As Forest Green’s environmentally aware Chairman told Johnny: “Modern life is unsustainable and it’s also without heart. It’s a spiritless life when you can just consume anything you want and throw it away…that’s an empty way to live”.
Saturday Afternoon Fever is an anecdote to the vacuity of shallow, celebrity obsessed life, sport and in particular football: If you read one book over the winter make it this one.
“As the son of an Irishman Johnny soon turns the talk to his top three Irish players.”
Unsurprisingly Robbie Keane is number one. “It might be an obvious choice possibly. But his goalscoring at international level is phenomenal. He will finish his career with far many more international goals than the likes of Shearer and Rooney despite playing with far less talented players. His number of caps and goals has undoubtedly been helped by his availability. He never misses a game, be it a friendly or important World Cup qualifier. Fitness should be lauded as an asset like ability and his professionalism has ensured he has remained at the top of his game for so long”.
And the second best?
“It had to be Shay Given. He was an outstanding goalkeeper whose mediocre displays at Euro 2012 shouldn’t be allowed to cloud his overall record as Ireland’s greatest ever keeper. He was magnificent during the 2002 World Cup and it is only a shame that, like Keane, he had to wait so long to play tournament football again when he was arguably well past his peak.

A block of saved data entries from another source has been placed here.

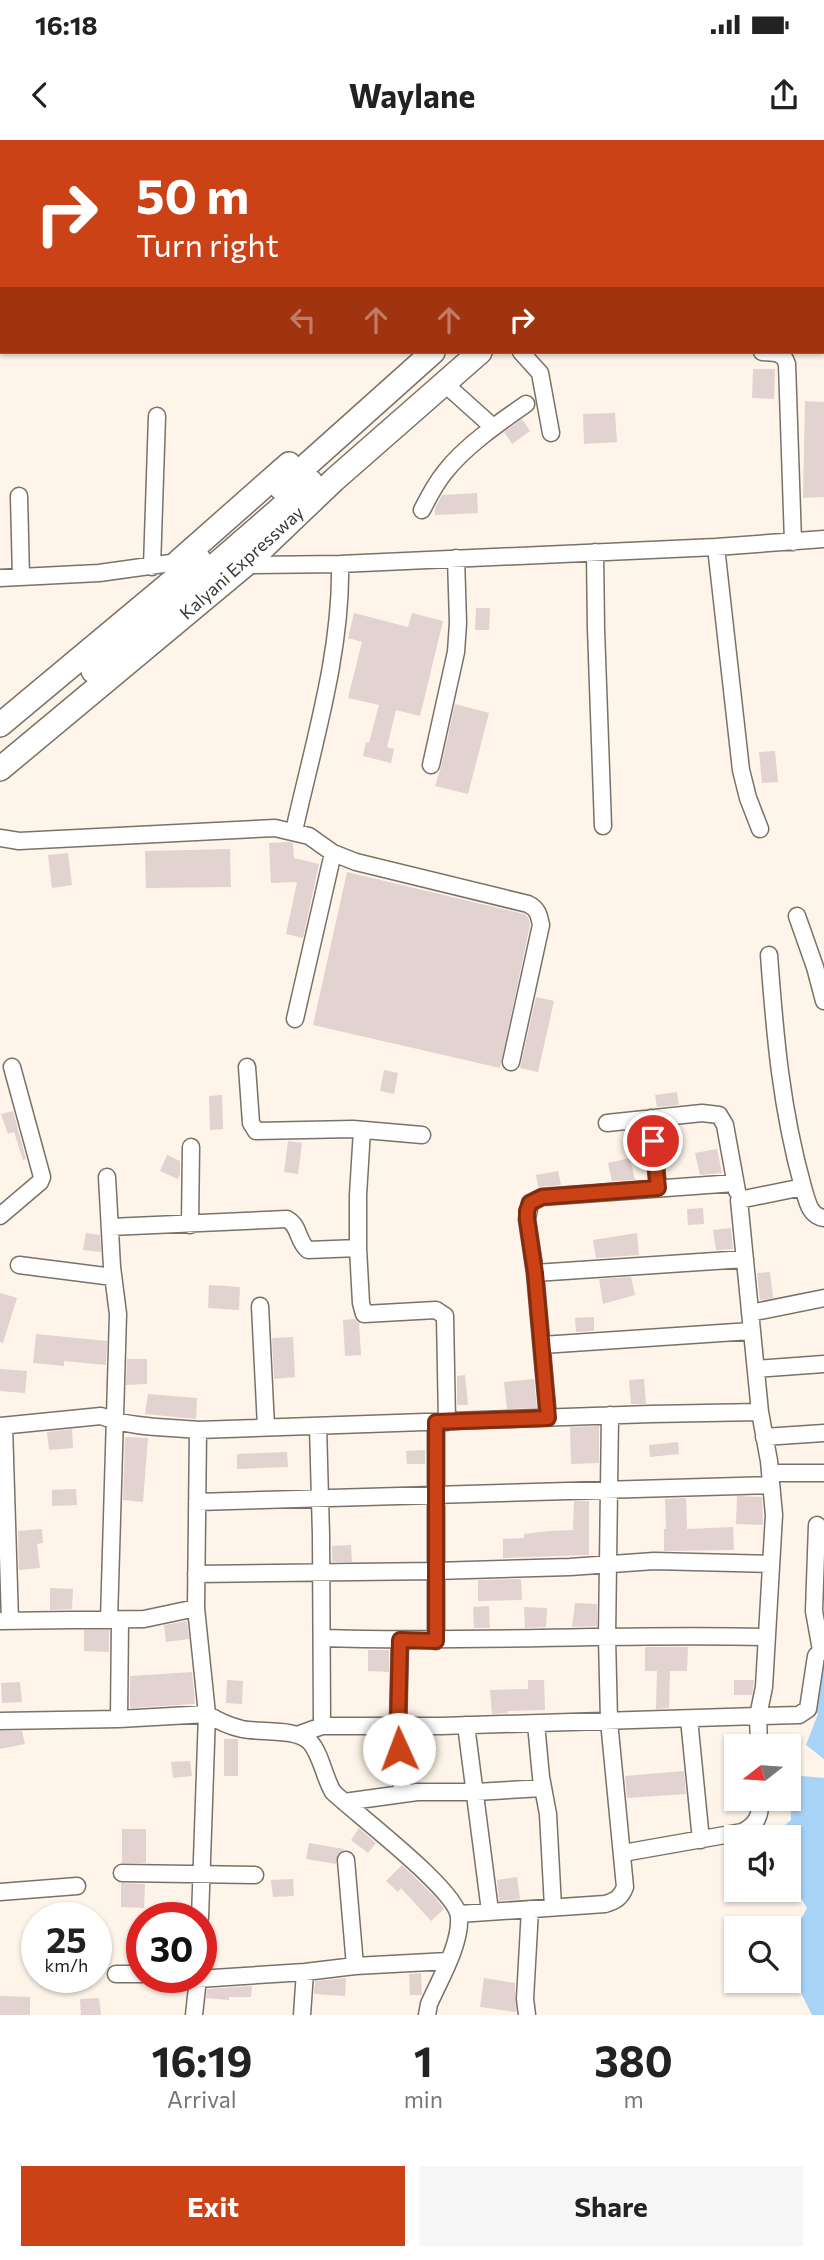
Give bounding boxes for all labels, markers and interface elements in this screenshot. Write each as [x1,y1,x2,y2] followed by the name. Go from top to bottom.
[35,9,98,40] text: 16:18
[349,75,475,115] text: Waylane
[21,76,59,114] icon: back
[765,76,803,114] icon: share
[136,164,249,224] text: 50 m
[21,168,112,259] icon: right
[136,224,279,264] text: Turn right
[284,301,322,339] icon: left
[357,301,395,339] icon: ahead
[430,301,468,339] icon: ahead
[503,301,541,339] icon: right
[175,501,308,624] street label: Kalyani Expressway
[623,1111,683,1171] pin
[634,1122,672,1160] icon: arrive
[362,1712,436,1786] position arrow
[724,1734,802,1811] north arrow
[724,1734,801,1993] map controls
[724,1825,801,1902] button: sound
[126,1902,217,1993] speed limit sign: 30
[724,1916,801,1993] button: search
[46,1917,87,1960] text: 25
[45,1954,88,1976] text: km/h
[151,2034,252,2086] text: 16:19
[414,2034,433,2086] text: 1
[594,2034,673,2086] text: 380
[167,2085,237,2113] text: Arrival
[404,2085,443,2113] text: min
[623,2085,643,2113] text: m
[21,2166,405,2246] button: Exit
[419,2166,803,2246] button: Share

Johnny is quick to tell me number three. “I would say Steve Staunton. He was another one whose longevity will mark him out as one of the true greats of Irish football. At his best there were few to touch him when he broke down the flank for his country. At times he was as good as an out and out winger, such was the reliability of his crossing. It’s a pity events didn’t work out for him as a manager”.

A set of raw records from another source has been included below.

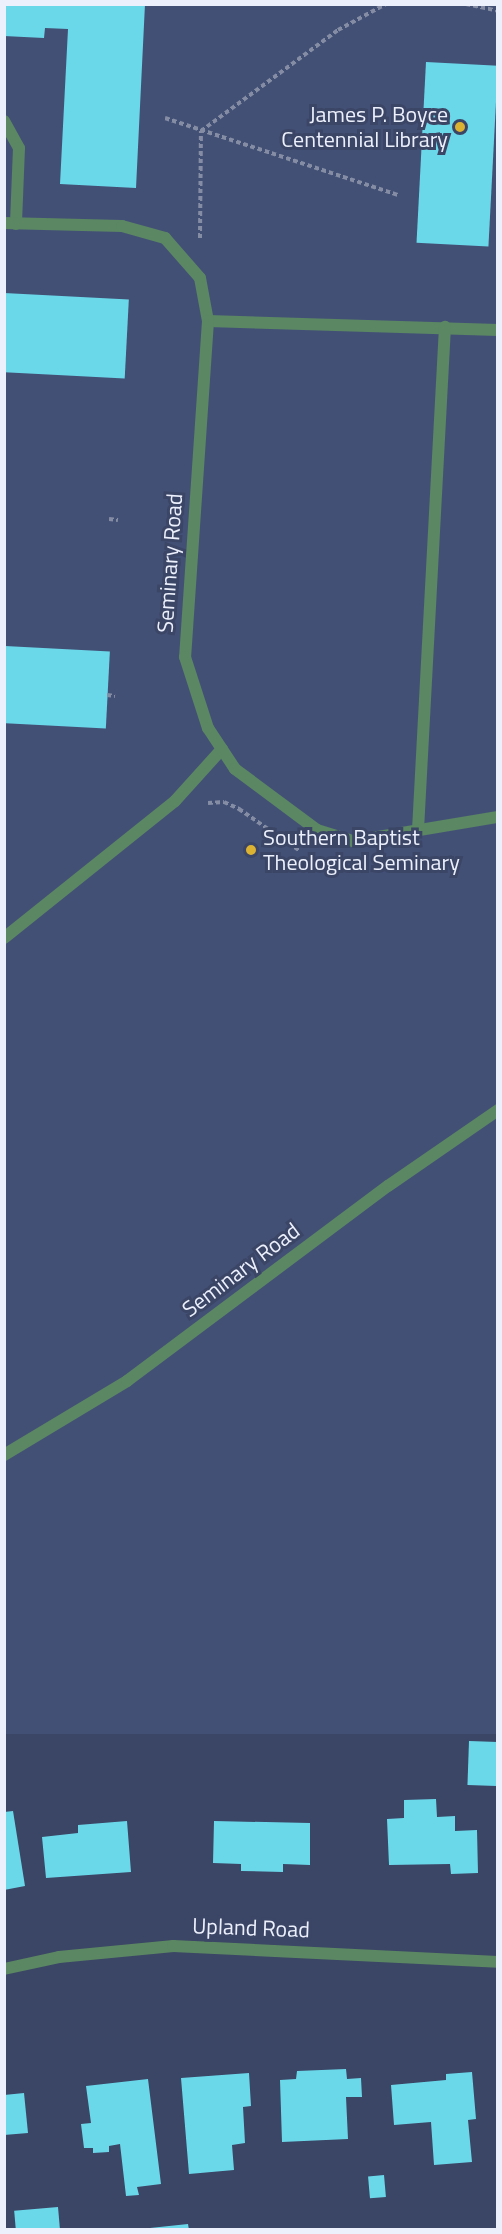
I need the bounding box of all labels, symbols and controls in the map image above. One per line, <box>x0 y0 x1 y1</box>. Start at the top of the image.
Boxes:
place label: James P. Boyce Centennial Library <box>281 101 448 152</box>
marker: James P. Boyce Centennial Library <box>453 120 467 134</box>
street label: Seminary Road <box>152 492 188 634</box>
place label: Southern Baptist Theological Seminary <box>263 824 460 876</box>
marker: Southern Baptist Theological Seminary <box>244 843 258 857</box>
street label: Seminary Road <box>177 1217 305 1323</box>
street label: Upland Road <box>192 1913 310 1943</box>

The night is drawing to an end. We grab one last beer.
As the crowded bar thins out the barman looks at Johnny as if he knows him from somewhere. Johnny tells me modestly, “I have been lucky to have been in the right place at the right time. I very feel privileged to do what I do and I try never to forget that”.
As we finish our pints to leave the Barman suddenly says “goodbye Johnny all the best”. He clearly likes him. Everyone likes Johnny. If you read Saturday Afternoon Fever you’ll know why.
Johnny Phillips’ book “Saturday Afternoon Fever” is now available.